Work task:
The lines to be copied run from the one containing "Library Charter #48239</text>" to the end of the material below; reproduce them exactly, including both ends, and nothing more.

Data to process:
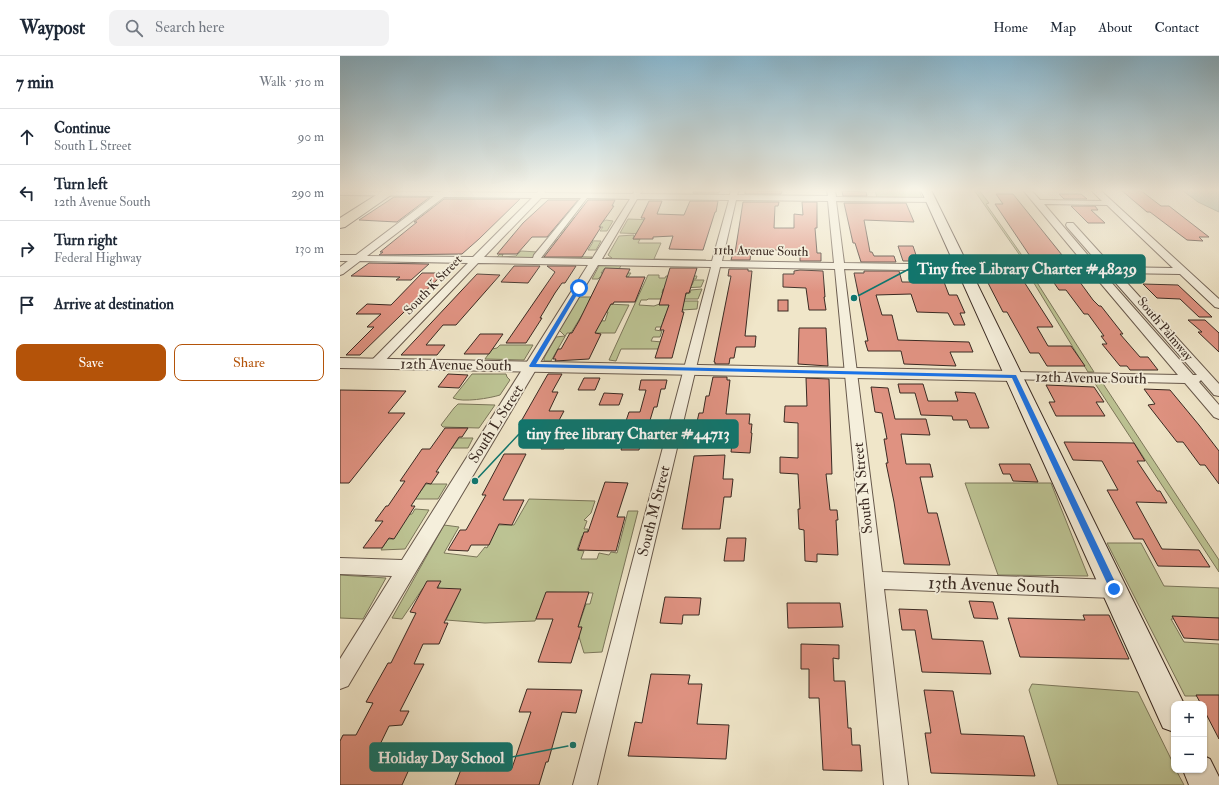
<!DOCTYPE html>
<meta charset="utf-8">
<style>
body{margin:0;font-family:"IM FELL Double Pica",serif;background:#f2f2f3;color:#1f2937}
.controls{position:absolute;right:12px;bottom:12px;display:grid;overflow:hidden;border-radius:8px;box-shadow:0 1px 3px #0004}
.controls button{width:36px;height:36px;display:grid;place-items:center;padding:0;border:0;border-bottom:1px solid #e0e1e3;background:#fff;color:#1f2937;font:20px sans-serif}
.stop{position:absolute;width:12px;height:12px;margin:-9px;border:3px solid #1a73e8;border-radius:50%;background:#fff}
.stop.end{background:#1a73e8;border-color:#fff;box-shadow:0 1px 4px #0008}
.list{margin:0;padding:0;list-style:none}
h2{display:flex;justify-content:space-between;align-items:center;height:52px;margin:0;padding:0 16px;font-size:17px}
h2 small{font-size:13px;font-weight:400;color:#747a83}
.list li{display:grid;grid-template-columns:26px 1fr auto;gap:12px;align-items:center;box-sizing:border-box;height:56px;padding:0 16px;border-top:1px solid #e0e1e3}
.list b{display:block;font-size:15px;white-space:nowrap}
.list p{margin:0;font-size:13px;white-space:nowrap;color:#747a83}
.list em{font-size:13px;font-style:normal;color:#747a83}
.actions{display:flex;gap:8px;padding:12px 16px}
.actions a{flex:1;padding:9px 0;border:1px solid #b45309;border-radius:8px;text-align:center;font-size:14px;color:#b45309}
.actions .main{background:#b45309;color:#fff}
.icon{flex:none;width:22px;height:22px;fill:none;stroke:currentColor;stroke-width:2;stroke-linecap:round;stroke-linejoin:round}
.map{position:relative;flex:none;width:879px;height:729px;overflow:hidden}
header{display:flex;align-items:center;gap:24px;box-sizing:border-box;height:56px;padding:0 20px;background:#fff;border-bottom:1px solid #e0e1e3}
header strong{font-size:19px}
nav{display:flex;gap:22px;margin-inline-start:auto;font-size:14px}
.search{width:280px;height:36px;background:#f2f2f3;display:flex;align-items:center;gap:10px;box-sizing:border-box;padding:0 14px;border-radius:8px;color:#747a83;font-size:15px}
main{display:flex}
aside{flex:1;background:#fff}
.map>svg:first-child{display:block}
.green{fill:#bdc494;stroke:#7c775b}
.water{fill:#9bc0b2;stroke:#748478}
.building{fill:#df9281;stroke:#3a2a22}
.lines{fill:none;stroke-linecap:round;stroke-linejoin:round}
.minor-casing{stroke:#68594c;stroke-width:2}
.tertiary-casing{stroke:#68594c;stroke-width:2}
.secondary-casing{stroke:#3a2a22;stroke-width:2}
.primary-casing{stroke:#3a2a22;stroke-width:2}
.minor{fill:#f5efdc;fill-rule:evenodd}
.tertiary{fill:#f5efdc;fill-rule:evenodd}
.secondary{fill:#f5efdc;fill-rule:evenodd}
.primary{fill:#f0e6c9;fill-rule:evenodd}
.route{fill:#1a73e8}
.labels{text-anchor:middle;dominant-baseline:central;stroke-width:3.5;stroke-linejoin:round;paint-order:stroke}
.far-street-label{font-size:13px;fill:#3a2a22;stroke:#f5efdc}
.street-label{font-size:15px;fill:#3a2a22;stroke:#f5efdc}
.near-street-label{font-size:18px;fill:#3a2a22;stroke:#f5efdc}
.leader{fill:none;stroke:#0f766e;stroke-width:1.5}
.callout-dot{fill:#0f766e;stroke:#f5efdc;stroke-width:1.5}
.callout{fill:#0f766e;stroke:#0f766e;stroke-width:1.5}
.callout-label{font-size:16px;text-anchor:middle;font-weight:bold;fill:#fff}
</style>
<header>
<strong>Waypost</strong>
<div class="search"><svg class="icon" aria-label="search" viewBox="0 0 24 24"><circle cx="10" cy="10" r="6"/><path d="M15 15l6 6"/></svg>Search here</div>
<nav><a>Home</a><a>Map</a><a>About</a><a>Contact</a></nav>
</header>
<main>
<aside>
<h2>7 min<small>Walk · 510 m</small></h2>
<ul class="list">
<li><svg class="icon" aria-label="ahead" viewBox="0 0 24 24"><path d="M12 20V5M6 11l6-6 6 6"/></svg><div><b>Continue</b><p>South L Street</p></div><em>90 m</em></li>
<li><svg class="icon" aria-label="left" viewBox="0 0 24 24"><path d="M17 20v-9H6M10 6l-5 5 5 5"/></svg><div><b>Turn left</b><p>12th Avenue South</p></div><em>290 m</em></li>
<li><svg class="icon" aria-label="right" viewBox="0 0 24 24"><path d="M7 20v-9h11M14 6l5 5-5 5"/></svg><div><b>Turn right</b><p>Federal Highway</p></div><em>130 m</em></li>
<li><svg class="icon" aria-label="arrive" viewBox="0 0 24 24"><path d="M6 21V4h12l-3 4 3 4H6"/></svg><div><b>Arrive at destination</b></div></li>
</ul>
<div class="actions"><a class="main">Save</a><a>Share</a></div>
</aside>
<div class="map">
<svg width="879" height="729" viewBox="0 0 879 729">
<rect width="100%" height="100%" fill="#f0e6c9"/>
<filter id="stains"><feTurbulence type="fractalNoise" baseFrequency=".005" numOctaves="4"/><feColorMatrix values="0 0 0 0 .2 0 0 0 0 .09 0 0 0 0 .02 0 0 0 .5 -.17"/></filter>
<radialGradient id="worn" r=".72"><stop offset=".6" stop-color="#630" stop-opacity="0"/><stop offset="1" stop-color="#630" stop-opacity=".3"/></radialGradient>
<!-- green -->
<g class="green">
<path d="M535,134H579L582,142H537Z"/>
<path d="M634,134H639L649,147L646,148L688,208H686Z"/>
<path d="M239,148H243L232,162H246L262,166L266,164L273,165L267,175H260L263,171L225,172L224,174H227L228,177H219L213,184L261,185L256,194H248L253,186H214L202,200L252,201L249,203L156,202L160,198H163L162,201L176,200L181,195L198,196Z"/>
<path d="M288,163L314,164L307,178L280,177Z"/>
<path d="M294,179L293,183H300L298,187H321L314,203L366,204V206L264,205L266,202H272L268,199L279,180Z"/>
<path d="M260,208H282L279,213H264L261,217H291L288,221H260L258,223H252Z"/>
<path d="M686,214H689L754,316H748Z"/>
<path d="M308,219H319V222H325L326,220H357L356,223H332L330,228L352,229L354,224H364L361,231L323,233L322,237L345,240L346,239V237H350L351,234L362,233L358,243H308L307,244H301L299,249L314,250L328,245H358L357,253L342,254L331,258H326L323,265H326L325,271H316L315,274L322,275L320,281H313L311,285L322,286L320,293H281L276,305L269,304Z"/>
<path d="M236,241H251L249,245L266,248L289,249L275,277H247L254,264L265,265L268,256L245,254L231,277H227L211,305H204V302L216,281L225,280L218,273Z"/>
<path d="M160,289H193L184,304L145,303L152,293L157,292Z"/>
<path d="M132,318H166L167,321L170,324L160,339C151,342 122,347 113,342Z"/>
<path d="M754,326H762L879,504V516Z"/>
<path d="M118,348H121L155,349L139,372L103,371L101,369L114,352Z"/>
<path d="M119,382H133L128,392H112Z"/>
<path d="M625,427H711L748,520L658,519Z"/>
<path d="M86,428H107L98,443H75Z"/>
<path d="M189,443L255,445L251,457L244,464L247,465L244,473H248L246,479L242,480L237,494L244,495L241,503H257L259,497L269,499L271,496L277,497L288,455H298L262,596L244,597L237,574L246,548H250L253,537L207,536L195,565L145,567L106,564L119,536L97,534L99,530L83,532L62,563L52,562L104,469L119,471L104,497L137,501L145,491L147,492L158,469H174Z"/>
<path d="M75,453L89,454L65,493L41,494L48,483H53L66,459L72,458Z"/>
<path d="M767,487H801L824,530L879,532V562L831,563L844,586L879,588V640H845Z"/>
<path d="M0,519L46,522L23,563L0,562Z"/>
<path d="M692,628L798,636L834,709V714H836L844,729H718L689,634Z"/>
</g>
<!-- water -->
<path class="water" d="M842,134H879V156L858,146Z"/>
<!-- building -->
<g class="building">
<path d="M380,134L379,137H353L354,135Z"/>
<path d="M405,134L420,135H442L441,138H405Z"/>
<path d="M781,134H800L821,150H829L869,181H859L863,185L847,184L810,156H807Z"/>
<path d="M502,135L526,136L527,140H503Z"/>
<path d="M656,138H673L722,199H719L727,209H696L655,148H663Z"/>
<path d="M719,138H741L747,143H724Z"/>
<path d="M54,141H90L57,166L19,164Z"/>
<path d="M104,143H180L139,183L122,198L39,199L43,196H40L77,166H74Z"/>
<path d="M208,144H238L207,181H192L177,198H157L183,167Z"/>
<path d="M248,144H275L272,150H274L259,171H261L242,201H204Z"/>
<path d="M309,145H322L317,158L344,159L350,145H378L376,156H375L363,194L329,193L333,180L313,181V183H293L305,162H301Z"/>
<path d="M403,146H439L438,150H435L434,172H454V158L463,159L462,146H477V172H475L477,197H481V205H460V194H432V196H411L410,204H391L393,197H395Z"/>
<path d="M504,147H566L574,166L524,164L530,196H532L534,200H554L556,206H521L515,187H513Z"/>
<path d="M731,150H755L758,154H751L765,167H748Z"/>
<path d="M558,190H573L578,205H563Z"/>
<path d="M29,207L89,208L71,224H56L60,221L11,220Z"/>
<path d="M174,210H200L188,227L161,226Z"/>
<path d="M207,210H236L225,227H222L215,237L200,262H202L186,287H166L215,216Z"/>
<path d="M265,212L290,213L286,221H305L295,246H274L273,248H271L255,277L261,278L249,303L215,305L216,303H213L218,293H221L230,277H232L239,265Z"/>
<path d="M330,212H357L349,237H346L342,256H344L332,302H315L324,274H320L329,249H319Z"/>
<path d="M389,213H408V215H412L405,280H416L415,291H396L394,302H390L389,308H375V306H374L391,220H388Z"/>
<path d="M460,214L483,215L485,241H484L486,254H469L466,232L443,231V218H454V215Z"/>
<path d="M524,215H559L562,226H584L581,218H593L596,226H604L609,239H617L625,257H620L625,269H614L608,257L577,256L571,238L536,239L542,259H552L558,284L629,286L633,296H610L616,310L564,308L561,295H528L525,285H528L514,217H524Z"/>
<path d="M82,217H104L20,299H6L34,271H27L41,258H16L27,248L51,249Z"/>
<path d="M647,217L679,218L713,271H697L708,290H731L745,310H707L699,297H690L667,256H663L647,225L651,226Z"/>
<path d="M137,218L160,219L116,269H103L86,289H105L97,299H61Z"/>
<path d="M702,218H734L753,244L759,250H761L783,278H780L800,301H808L818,314H790L787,310H780L762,288H767L761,280H764L748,258H744L726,234H719L712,224H706Z"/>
<path d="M803,228L838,229L872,261H859L840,243L817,242Z"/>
<rect x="438" y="244" width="10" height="11"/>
<path d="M848,264H865L879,277V296L858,276H862Z"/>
<path d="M459,272H486L488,310L458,308Z"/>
<path d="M140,278H163L149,298H124Z"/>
<path d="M108,318L128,319L119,332L98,331Z"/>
<path d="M208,318H222L212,336H218L209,355H224L216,370L179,369Z"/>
<path d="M373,321H387V324H390L386,358H410L409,368H412L411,377H412L410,397L391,396L394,371L356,370L359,357H363L366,340H369Z"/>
<path d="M244,322H260L255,334H238Z"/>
<path d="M466,322L489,323L492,418H486L490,454H497L498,464H496L498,499L477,498V506L465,505L464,474L459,473L458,453H460L458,418L440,417V401L458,402V367L444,366L445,350H467Z"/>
<path d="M301,324H327L325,333H321L317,351H314L308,371H305L299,394H281L289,371H284L289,356H300L306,334H299Z"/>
<path d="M558,328H583L588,345H618L615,336L635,337L649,372H630L627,364H613L612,360L581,359L575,337H560Z"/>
<path d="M706,329L754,331L764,346H756L765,360H716L709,346H715Z"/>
<path d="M531,331L548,332L555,363H586L590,379L561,378L566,408H590L593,421H580L588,457H597L610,509L564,508L554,446L546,407H548L544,383H547L542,357L535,356Z"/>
<path d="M804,333L830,334L859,369L879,395V428L865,409H860L843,386H837L808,349L815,348Z"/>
<path d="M0,334L66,335L48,357H65L9,427H0Z"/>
<path d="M264,337L283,338L279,349H259Z"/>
<path d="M105,372H128L122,381H119L96,416H99L91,428L86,427L71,450H75L54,483L49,482L42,492H23L43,465H35L46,450H48L65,425H60L82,393H90Z"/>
<path d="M209,374H232L224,393H201Z"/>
<path d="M724,386L794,387L805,405H797L817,435H820L827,447L796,446L822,493L859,494L870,511L818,510L803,483H794L767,434H778L762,405L733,404Z"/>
<path d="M164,398H186L163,444H184L172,469L159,468L149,489H131L128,495L108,494L120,474H126L146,439H142Z"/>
<path d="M385,399L383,423H393L391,441H384L380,473H342L354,400Z"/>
<path d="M659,408H690L698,426L673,425L670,418H663Z"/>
<path d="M265,426L288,427L277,461H285L276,495L238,494L244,476H248Z"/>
<path d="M387,482H406L404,505H384Z"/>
<path d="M87,525H101L97,532L121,533L104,567H108L99,588H83L74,608H84L60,655H69L62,669L49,670L31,707L71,709L62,729H0V685L3,679H16L33,647L26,646L48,607H51L76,557L70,556Z"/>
<path d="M206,536H249L238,571H242L231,607L198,606L213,563H196Z"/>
<path d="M325,541L361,542L359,559H343L342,568L320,567Z"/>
<path d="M629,545L653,546L658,563L634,562Z"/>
<path d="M447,547H500L503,571L448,572Z"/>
<path d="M559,553L587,554L592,583L643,585L651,618L582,616L575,574H562Z"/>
<path d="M743,559H769L789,603L680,601L668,562L745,564Z"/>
<path d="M832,560L879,562V584L844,582Z"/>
<path d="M461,588L499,589V603L493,602L494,625H505L508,672H511L512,689H520L522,715L483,714L479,642H469V613H461Z"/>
<path d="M311,618L350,619L348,628H362L357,668L389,669L386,703L288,700L295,666L302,667Z"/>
<path d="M187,633L242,634L236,657L222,656L208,706H206L199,729H115L122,711L172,712L191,656H179Z"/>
<path d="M584,634L613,635L621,678L684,680L695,720L591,717L585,677H591Z"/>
<path d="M856,639H879V683L864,654V648H861Z"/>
</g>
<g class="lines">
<!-- minor casing -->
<g class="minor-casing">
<path id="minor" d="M102,134H108L109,136L197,137L199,134H204L205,137L293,138L295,134H303L300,138L390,139L391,134H399L397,139L488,140L487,134H495L496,141L591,142L595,144L594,146L496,145L504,207L747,211L683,134H691L700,144L762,145L751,134H760L879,243V252L875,251L840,218L778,217L879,328V340L874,339L861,324L859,326L879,349V363L874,361L845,327L669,323L668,320L669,317L674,316L838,319L752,217L504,213L542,516L774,524L781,527L783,533L781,539L774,542L544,533L568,729H544L495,213L380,211L257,729H233L371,211L258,209L8,630L0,633V603L52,520L0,518V502L62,504L248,209L138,207L39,311H31L29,308L31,305L128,207L20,205L3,218L0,219V211L8,205H0V199H16L94,140L0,139V135L100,136ZM104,141L192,142L133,201L27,200ZM201,142H241L194,199L193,202L144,201ZM247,142L290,143L252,203L201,202ZM297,143L389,144L372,205L262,203ZM396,144L488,145L494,207L382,205ZM704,148L767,149L833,212L773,211L733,167H727L726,169L727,171L762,211H758ZM763,217H767L857,319H853Z"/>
</g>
<!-- tertiary casing -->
<g class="tertiary-casing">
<path id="tertiary" d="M0,302L674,315L679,316L682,320L679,324L674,325L0,312Z"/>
</g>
<!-- secondary casing -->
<g class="secondary-casing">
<g id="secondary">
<path d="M581,134H591L844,648H834V676L823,672Z"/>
<path d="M864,700L870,703L879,721V729H849L843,714H864Z"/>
</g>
</g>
<!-- primary casing -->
<g class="primary-casing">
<path id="primary" d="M44,134H58L5,171L0,172V162Z"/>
</g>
<!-- minor -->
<use href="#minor" class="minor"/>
<!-- tertiary -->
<use href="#tertiary" class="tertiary"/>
<!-- secondary -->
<use href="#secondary" class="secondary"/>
<!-- primary -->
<use href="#primary" class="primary"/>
</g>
<!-- sky -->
<linearGradient id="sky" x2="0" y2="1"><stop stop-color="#89b9d2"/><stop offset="0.57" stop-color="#f8f4e7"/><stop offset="1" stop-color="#f8f4e7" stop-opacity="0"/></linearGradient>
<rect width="879" height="236" fill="url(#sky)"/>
<!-- route -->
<path class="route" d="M237,231L241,232L196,308L676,319L777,530L778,533L777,536L774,537L771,536L672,322L190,311L189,310Z"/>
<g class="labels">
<!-- far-street labels -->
<g class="far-street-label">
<text transform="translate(421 195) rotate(1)">11th Avenue South</text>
<text transform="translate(93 229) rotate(-46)">South K Street</text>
<text transform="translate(825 273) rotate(50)">South Palmway</text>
</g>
<!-- street labels -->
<g class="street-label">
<text transform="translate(116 309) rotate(1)">12th Avenue South</text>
<text transform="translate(751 322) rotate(1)">12th Avenue South</text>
<text transform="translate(156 368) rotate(-58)">South L Street</text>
<text transform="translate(523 432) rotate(-96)">South N Street</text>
<text transform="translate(314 455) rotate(-76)">South M Street</text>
</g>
<!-- near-street labels -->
<g class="near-street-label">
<text transform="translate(654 529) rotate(2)">13th Avenue South</text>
</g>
</g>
<!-- callouts -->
<path class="leader" d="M514 242L569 213M135 425L179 378M233 689L172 701"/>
<g class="callout-dot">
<circle cx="514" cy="242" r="4"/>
<circle cx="135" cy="425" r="4"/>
<circle cx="233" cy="689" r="4"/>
</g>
<g class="callout">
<rect x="569" y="199" width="236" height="28" rx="4"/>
<rect x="179" y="364" width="219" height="28" rx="4"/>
<rect x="30" y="687" width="142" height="28" rx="4"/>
</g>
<g class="callout-label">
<text x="687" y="218">Tiny free Library Charter #48239</text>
<text x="288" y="383">tiny free library Charter #44713</text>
<text x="101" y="707">Holiday Day School</text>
</g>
<rect width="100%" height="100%" filter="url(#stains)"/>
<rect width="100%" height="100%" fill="url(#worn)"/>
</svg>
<div class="controls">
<button>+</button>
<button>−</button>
</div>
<div class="stop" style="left:239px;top:232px"></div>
<div class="stop end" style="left:774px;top:533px"></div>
</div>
</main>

Task output:
<text x="687" y="218">Tiny free Library Charter #48239</text>
<text x="288" y="383">tiny free library Charter #44713</text>
<text x="101" y="707">Holiday Day School</text>
</g>
<rect width="100%" height="100%" filter="url(#stains)"/>
<rect width="100%" height="100%" fill="url(#worn)"/>
</svg>
<div class="controls">
<button>+</button>
<button>−</button>
</div>
<div class="stop" style="left:239px;top:232px"></div>
<div class="stop end" style="left:774px;top:533px"></div>
</div>
</main>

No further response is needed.